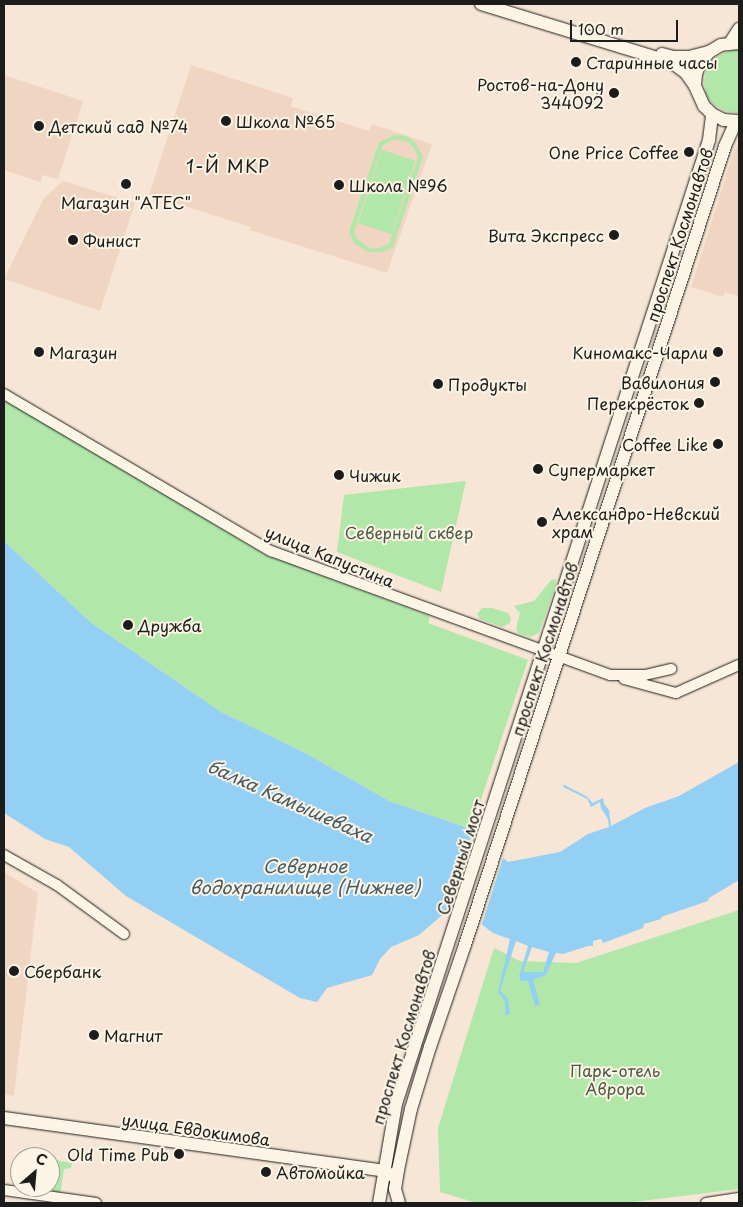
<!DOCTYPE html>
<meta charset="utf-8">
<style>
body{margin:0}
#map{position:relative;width:743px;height:1207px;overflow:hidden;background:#f7e6d5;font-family:"Playpen Sans",sans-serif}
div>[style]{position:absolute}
.built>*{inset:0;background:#f0d5c2}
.green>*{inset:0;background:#b1e7a9;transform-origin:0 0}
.water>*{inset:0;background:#94cff4}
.pier>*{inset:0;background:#f7e6d5}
.stream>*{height:2px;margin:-1px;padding:0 1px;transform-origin:1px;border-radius:1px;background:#94cff4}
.roads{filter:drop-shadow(0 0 1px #1c1c1c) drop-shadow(0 0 1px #1c1c1c)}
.minor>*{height:10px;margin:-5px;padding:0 5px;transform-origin:5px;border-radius:5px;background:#fcf5e5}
.major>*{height:12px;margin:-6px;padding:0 6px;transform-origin:6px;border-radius:6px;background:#fcf5e5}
.dots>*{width:14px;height:14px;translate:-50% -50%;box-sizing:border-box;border:2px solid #fcf5e5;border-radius:50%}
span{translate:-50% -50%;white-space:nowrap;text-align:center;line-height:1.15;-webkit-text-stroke:4px #fcf5e5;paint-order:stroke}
.poi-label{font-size:16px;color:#1c1c1c}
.left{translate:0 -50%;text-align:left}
.right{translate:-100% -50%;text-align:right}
.street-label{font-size:16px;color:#1c1c1c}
.park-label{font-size:16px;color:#495946}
.neighbourhood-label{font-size:18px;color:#1c1c1c;letter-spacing:1px}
.water-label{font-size:18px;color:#465b68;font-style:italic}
.frame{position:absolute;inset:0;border:5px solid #1c1c1c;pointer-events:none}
.north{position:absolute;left:10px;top:1147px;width:50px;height:50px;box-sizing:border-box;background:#fcf5e5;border:1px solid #a29e95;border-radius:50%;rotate:27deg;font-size:14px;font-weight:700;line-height:20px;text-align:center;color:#1c1c1c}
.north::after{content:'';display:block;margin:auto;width:18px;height:22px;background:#1c1c1c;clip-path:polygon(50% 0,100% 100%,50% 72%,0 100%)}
.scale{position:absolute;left:570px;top:20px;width:108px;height:22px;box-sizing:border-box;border:2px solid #1c1c1c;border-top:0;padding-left:6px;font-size:15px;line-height:18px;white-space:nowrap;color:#1c1c1c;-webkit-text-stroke:4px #fcf5e5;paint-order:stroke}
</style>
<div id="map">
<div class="built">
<i style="clip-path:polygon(191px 65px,293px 98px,291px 106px,293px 107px,369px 131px,372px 124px,432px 144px,387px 273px,250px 230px,251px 227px,149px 195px)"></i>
<i style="clip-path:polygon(4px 75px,83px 101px,58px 179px,43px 175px,40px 182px,4px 170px)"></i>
<i style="clip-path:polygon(739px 142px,739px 297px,725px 292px,723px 297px,691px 287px,734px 150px)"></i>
<i style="clip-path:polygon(63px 181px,135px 203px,100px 311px,4px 279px,44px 198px)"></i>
<i style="clip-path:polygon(4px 872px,38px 893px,14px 1096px,4px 1094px)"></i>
</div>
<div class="green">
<i style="clip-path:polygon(731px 50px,739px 50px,739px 113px,737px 113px,725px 111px,714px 105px,706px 95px,704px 82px,706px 69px,712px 59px)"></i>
<i style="clip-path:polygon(evenodd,395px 135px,406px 136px,415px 142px,423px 157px,393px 247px,383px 252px,368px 252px,354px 243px,349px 232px,379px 142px,395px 135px,395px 139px,408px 142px,415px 149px,418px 157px,389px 244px,377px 249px,369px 248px,358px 240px,354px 232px,383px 145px,395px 139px)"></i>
<i style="left:382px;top:150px;width:35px;height:77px;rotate:18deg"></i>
<i style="clip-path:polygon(4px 399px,264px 554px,430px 616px,428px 623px,528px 660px,471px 829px,389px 801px,307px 754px,221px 712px,90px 622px,4px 541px)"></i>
<i style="clip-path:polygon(466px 481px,441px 592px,337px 552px,344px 495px)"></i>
<i style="clip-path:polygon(556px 579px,556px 585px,539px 633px,530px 637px,518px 633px,516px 629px,520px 613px,514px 606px,534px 601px,551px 580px)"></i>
<i style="clip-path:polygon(482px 608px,492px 608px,508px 613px,511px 618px,510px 623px,502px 627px,480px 619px,477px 614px)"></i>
<i style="clip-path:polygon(739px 910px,739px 1189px,625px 1203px,477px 1203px,440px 1192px,438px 1128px,494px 948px,520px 961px,576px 963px)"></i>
<i style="clip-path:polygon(50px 1159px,72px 1163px,71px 1168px,64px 1169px,60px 1195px,33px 1191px,32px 1187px,50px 1187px)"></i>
</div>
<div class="water">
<i style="clip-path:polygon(evenodd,4px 541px,90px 622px,221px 712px,307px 754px,389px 801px,471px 829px,508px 862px,560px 852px,588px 834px,609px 827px,608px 819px,601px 808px,600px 802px,591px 807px,586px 796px,593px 803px,603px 798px,604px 804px,609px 810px,611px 826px,645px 808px,679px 796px,739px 762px,739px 880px,709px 898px,708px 901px,661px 917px,661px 919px,644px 924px,643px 928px,603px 943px,601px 939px,593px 941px,593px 946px,588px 946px,563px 954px,556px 953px,546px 975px,533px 980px,540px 1005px,535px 1006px,528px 981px,521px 981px,519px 976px,528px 946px,516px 941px,500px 990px,508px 999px,510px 1014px,505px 1015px,505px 1001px,498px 992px,510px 939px,493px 933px,468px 914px,441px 916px,419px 935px,391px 947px,380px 959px,372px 975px,327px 988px,317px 1002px,300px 998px,126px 896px,69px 847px,45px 839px,4px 813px,4px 541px,532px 947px,549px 952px,543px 972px,523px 972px,532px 947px)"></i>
</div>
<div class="pier">
<i style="clip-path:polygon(474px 828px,504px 855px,481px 927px,467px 916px,445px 918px)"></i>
</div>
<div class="stream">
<i style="left:564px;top:786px;width:25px;rotate:27deg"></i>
</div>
<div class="roads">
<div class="minor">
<i style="left:4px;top:394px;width:310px;rotate:30.5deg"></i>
<i style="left:271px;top:551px;width:361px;rotate:20.1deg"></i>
<i style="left:610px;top:675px;width:35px"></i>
<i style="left:645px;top:675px;width:27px;rotate:-13deg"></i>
<i style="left:624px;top:679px;width:54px;rotate:15.1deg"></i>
<i style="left:676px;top:693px;width:69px;rotate:-24deg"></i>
<i style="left:4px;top:855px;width:61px;rotate:29.5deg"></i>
<i style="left:57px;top:885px;width:83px;rotate:36.2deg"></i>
<i style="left:4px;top:1190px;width:93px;rotate:8deg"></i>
<i style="left:706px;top:1203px;width:33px;rotate:-9deg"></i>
</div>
<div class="major">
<i style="left:481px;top:4px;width:199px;rotate:17deg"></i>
<i style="left:671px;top:62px;width:19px;rotate:36deg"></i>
<i style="left:686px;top:73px;width:16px;rotate:55deg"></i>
<i style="left:730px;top:43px;width:17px;rotate:-57deg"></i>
<i style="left:739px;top:43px;width:18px;rotate:174deg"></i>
<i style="left:721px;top:45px;width:14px;rotate:150deg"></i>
<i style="left:709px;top:52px;width:14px;rotate:129deg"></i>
<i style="left:700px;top:63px;width:12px;rotate:110deg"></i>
<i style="left:696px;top:74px;width:12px;rotate:95deg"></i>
<i style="left:695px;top:86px;width:22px;rotate:66deg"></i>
<i style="left:704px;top:106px;width:11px;rotate:45deg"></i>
<i style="left:712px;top:114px;width:13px;rotate:27deg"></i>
<i style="left:724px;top:120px;width:15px;rotate:4deg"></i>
<i style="left:662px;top:54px;width:11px;rotate:15deg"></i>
<i style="left:673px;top:57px;width:16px"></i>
<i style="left:689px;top:57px;width:21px;rotate:-14deg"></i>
<i style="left:4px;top:1118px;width:385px;rotate:7.9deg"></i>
<i style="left:385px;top:1171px;width:7px;rotate:34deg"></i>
<i style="left:379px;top:1203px;width:100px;rotate:-80.3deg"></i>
<i style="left:396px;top:1104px;width:1014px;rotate:-72.01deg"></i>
<i style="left:709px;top:140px;width:26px;rotate:-83deg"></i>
<i style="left:399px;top:1203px;width:15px;rotate:-106deg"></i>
<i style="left:395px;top:1189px;width:19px;rotate:-81deg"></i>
<i style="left:398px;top:1170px;width:62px;rotate:-78deg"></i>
<i style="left:411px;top:1109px;width:65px;rotate:-73deg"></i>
<i style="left:430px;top:1047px;width:108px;rotate:-71.1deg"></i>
<i style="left:465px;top:945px;width:840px;rotate:-71.97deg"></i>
<i style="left:725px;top:146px;width:27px;rotate:-66deg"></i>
</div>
</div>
<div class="dots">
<i style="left:576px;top:62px;background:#1c1c1c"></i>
<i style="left:614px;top:93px;background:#1c1c1c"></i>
<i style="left:226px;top:121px;background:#1c1c1c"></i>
<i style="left:39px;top:126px;background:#1c1c1c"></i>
<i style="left:689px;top:152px;background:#1c1c1c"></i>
<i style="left:126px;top:184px;background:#1c1c1c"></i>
<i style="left:339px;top:185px;background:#1c1c1c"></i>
<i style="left:614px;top:235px;background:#1c1c1c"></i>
<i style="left:73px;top:240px;background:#1c1c1c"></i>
<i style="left:39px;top:352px;background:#1c1c1c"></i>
<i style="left:718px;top:352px;background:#1c1c1c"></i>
<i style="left:715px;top:382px;background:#1c1c1c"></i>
<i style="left:438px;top:384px;background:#1c1c1c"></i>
<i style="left:699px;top:403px;background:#1c1c1c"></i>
<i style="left:718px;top:444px;background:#1c1c1c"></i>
<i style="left:538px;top:469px;background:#1c1c1c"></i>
<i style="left:339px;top:475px;background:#1c1c1c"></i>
<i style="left:542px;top:522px;background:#1c1c1c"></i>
<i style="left:128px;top:625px;background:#1c1c1c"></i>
<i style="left:14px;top:971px;background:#1c1c1c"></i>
<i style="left:94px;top:1035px;background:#1c1c1c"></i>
<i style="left:179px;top:1154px;background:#1c1c1c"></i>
<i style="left:266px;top:1172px;background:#1c1c1c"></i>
</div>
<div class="poi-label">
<span class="left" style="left:586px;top:62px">Старинные часы</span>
<span class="right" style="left:604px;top:93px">Ростов-на-Дону<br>344092</span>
<span class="left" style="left:236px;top:121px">Школа №65</span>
<span class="left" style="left:49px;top:126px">Детский сад №74</span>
<span class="right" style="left:679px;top:152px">One Price Coffee</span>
<span class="left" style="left:349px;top:185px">Школа №96</span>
<span style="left:126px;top:202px">Магазин "АТЕС"</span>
<span class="right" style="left:604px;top:235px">Вита Экспресс</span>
<span class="left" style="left:83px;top:240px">Финист</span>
<span class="left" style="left:49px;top:352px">Магазин</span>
<span class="right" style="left:708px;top:352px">Киномакс-Чарли</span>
<span class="right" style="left:705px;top:382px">Вавилония</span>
<span class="left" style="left:448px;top:384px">Продукты</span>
<span class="right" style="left:689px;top:403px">Перекрёсток</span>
<span class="right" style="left:708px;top:444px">Coffee Like</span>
<span class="left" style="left:548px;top:469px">Супермаркет</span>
<span class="left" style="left:349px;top:475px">Чижик</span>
<span class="left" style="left:552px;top:522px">Александро-Невский<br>храм</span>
<span class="left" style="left:138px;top:625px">Дружба</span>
<span class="left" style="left:24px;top:971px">Сбербанк</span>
<span class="left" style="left:104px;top:1035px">Магнит</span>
<span class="right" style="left:169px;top:1154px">Old Time Pub</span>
<span class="left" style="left:276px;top:1172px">Автомойка</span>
</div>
<div class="street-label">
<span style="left:679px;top:235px;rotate:-72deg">проспект Космонавтов</span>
<span style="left:330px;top:556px;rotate:22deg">улица Капустина</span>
<span style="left:544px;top:649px;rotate:-72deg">проспект Космонавтов</span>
<span style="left:460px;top:857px;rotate:-72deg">Северный мост</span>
<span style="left:403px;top:1037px;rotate:-73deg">проспект Космонавтов</span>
<span style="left:196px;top:1129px;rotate:8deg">улица Евдокимова</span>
</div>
<div class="park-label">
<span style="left:409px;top:532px">Северный сквер</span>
<span style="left:615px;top:1079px">Парк-отель<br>Аврора</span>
</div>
<div class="neighbourhood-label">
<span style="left:228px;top:166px">1-Й МКР</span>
</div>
<div class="water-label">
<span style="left:290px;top:801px;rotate:24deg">балка Камышеваха</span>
<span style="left:305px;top:877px">Северное<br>водохранилище (Нижнее)</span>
</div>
<div class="frame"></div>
<div class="north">С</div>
<div class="scale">100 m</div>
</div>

◇ ◇ ◇

◆ **Exercise prompt**: Look through the data and gather every line with the string "green" in it.

◆ **Solved exercise**:
.green>*{inset:0;background:#b1e7a9;transform-origin:0 0}
<div class="green">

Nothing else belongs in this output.